Task directions: In the records that follow, find each line with the word "function" and copy it.
(Input begins)
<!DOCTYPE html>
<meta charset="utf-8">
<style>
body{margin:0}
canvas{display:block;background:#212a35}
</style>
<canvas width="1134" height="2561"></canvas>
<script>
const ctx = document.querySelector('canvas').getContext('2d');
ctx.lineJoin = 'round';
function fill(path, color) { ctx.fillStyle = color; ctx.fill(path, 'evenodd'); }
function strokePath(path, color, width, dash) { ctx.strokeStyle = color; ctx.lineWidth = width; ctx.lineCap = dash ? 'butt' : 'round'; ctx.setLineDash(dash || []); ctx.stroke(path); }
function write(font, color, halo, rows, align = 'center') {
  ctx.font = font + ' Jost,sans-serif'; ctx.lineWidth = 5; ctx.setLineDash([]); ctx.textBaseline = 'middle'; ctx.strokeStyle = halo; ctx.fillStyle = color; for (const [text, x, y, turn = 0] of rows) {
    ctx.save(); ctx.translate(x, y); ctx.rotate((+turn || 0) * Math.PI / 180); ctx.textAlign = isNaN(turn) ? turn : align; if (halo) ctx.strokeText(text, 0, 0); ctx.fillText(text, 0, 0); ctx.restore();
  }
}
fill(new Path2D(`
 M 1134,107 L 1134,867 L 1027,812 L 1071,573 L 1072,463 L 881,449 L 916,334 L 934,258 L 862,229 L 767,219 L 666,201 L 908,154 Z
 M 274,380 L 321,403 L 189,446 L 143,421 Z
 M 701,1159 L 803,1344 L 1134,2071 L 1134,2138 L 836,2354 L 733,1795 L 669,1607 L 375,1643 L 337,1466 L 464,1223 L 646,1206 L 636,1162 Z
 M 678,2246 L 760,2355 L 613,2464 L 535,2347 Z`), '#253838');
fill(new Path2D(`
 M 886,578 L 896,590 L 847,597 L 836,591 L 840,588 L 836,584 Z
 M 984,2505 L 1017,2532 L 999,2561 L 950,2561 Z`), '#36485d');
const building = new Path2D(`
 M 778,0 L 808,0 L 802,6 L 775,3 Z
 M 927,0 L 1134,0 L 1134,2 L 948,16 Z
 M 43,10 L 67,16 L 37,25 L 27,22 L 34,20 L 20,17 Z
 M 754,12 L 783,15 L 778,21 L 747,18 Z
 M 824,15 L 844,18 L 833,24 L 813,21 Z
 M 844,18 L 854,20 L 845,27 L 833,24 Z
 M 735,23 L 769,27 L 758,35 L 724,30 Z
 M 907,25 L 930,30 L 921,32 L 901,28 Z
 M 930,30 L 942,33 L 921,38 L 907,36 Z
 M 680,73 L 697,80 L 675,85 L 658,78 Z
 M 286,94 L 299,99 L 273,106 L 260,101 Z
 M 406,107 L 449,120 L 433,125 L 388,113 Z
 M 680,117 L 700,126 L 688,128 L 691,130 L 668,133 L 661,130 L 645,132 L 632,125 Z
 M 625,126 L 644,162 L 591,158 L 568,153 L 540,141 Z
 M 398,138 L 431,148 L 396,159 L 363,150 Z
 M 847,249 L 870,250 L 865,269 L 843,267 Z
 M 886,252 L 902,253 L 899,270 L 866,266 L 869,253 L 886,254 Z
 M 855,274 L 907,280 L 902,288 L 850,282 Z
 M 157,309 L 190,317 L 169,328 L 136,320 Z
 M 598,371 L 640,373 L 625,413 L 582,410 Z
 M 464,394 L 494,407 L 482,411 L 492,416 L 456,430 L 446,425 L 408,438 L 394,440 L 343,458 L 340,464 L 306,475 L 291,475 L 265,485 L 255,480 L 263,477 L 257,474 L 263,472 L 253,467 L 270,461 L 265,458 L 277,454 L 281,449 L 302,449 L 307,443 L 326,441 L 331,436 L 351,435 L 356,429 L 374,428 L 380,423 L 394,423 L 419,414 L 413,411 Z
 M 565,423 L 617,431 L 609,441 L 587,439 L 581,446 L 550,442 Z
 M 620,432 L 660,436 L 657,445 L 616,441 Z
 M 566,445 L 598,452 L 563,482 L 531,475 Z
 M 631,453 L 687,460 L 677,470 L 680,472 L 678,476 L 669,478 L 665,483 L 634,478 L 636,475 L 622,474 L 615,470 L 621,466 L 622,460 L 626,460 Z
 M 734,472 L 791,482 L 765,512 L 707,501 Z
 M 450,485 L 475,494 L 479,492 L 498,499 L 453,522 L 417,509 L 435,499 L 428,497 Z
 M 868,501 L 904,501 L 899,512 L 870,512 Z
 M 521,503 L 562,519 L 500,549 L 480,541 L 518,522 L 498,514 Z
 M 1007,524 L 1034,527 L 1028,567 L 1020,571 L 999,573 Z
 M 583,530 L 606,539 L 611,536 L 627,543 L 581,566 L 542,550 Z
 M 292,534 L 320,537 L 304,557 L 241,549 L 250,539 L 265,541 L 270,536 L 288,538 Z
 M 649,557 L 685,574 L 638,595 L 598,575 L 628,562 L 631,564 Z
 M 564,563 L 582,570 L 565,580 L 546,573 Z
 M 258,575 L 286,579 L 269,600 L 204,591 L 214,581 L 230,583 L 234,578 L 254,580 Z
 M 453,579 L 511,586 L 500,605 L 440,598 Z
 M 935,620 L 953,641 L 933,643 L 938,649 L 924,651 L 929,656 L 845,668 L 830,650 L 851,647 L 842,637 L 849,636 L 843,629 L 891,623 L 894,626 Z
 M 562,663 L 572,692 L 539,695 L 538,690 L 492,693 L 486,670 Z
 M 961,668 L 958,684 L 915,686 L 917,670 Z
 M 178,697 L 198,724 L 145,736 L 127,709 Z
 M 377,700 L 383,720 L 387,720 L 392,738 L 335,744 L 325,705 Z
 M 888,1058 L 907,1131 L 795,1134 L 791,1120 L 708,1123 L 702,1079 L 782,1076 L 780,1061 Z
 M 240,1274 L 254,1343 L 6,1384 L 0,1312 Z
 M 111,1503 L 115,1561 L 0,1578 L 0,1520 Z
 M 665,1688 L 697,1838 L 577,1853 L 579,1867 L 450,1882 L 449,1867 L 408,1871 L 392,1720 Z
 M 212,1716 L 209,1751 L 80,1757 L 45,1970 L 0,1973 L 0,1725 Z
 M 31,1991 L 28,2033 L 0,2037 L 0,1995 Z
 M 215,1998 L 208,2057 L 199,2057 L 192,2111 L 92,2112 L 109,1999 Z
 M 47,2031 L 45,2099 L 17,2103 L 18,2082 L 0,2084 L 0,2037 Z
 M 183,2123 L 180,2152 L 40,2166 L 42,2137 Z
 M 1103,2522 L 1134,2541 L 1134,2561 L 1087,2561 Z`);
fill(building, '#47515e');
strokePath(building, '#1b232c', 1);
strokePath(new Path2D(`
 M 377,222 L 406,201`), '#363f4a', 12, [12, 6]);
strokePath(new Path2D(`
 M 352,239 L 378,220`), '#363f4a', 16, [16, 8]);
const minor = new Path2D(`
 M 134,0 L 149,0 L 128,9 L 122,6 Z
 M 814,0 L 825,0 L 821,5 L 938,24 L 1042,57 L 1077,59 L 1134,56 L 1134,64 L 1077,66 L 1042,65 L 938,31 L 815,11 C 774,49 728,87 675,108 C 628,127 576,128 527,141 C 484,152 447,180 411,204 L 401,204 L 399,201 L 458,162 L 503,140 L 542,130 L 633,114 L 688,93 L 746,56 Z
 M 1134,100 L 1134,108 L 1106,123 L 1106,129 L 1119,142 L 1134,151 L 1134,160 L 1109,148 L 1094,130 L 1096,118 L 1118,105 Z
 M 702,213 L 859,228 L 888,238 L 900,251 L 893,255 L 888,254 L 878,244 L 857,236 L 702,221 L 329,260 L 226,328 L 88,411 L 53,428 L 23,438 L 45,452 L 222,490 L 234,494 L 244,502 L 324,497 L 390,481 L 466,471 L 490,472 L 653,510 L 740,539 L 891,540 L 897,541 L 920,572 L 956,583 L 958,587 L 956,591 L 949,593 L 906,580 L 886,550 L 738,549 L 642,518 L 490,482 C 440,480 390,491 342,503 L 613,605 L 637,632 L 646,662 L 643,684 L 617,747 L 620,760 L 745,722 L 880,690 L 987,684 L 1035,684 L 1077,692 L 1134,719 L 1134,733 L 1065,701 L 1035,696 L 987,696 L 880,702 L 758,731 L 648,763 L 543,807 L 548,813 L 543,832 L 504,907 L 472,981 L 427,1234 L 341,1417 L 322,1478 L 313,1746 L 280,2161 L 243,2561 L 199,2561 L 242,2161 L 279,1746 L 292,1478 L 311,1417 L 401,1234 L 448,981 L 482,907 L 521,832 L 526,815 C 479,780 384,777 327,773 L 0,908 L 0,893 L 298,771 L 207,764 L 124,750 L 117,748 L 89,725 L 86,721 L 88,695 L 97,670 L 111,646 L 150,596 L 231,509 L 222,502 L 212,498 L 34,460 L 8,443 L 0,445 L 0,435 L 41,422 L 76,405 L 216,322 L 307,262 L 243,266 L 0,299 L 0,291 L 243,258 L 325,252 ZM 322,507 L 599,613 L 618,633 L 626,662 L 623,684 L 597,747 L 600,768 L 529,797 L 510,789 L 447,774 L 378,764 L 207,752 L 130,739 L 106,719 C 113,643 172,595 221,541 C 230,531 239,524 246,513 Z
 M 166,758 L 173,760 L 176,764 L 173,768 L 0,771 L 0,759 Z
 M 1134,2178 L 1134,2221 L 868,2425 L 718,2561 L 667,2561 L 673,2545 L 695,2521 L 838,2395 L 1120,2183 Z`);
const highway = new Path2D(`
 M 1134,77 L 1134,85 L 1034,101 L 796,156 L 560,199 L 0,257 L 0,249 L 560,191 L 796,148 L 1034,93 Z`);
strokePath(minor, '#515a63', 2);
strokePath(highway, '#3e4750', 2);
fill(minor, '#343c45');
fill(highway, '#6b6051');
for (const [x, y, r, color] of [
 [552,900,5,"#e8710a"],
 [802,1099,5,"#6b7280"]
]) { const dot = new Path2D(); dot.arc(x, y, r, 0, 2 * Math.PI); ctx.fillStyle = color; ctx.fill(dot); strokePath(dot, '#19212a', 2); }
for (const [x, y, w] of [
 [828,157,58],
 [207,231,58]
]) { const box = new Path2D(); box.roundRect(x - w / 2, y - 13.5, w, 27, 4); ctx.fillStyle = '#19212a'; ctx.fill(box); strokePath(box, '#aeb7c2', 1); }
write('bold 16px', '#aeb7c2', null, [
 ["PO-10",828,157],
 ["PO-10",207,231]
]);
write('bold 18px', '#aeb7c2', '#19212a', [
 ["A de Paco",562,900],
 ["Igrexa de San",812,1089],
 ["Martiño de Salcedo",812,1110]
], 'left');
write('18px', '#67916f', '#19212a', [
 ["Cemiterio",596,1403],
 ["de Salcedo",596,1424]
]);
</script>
(Input ends)
Expected answer:
function fill(path, color) { ctx.fillStyle = color; ctx.fill(path, 'evenodd'); }
function strokePath(path, color, width, dash) { ctx.strokeStyle = color; ctx.lineWidth = width; ctx.lineCap = dash ? 'butt' : 'round'; ctx.setLineDash(dash || []); ctx.stroke(path); }
function write(font, color, halo, rows, align = 'center') {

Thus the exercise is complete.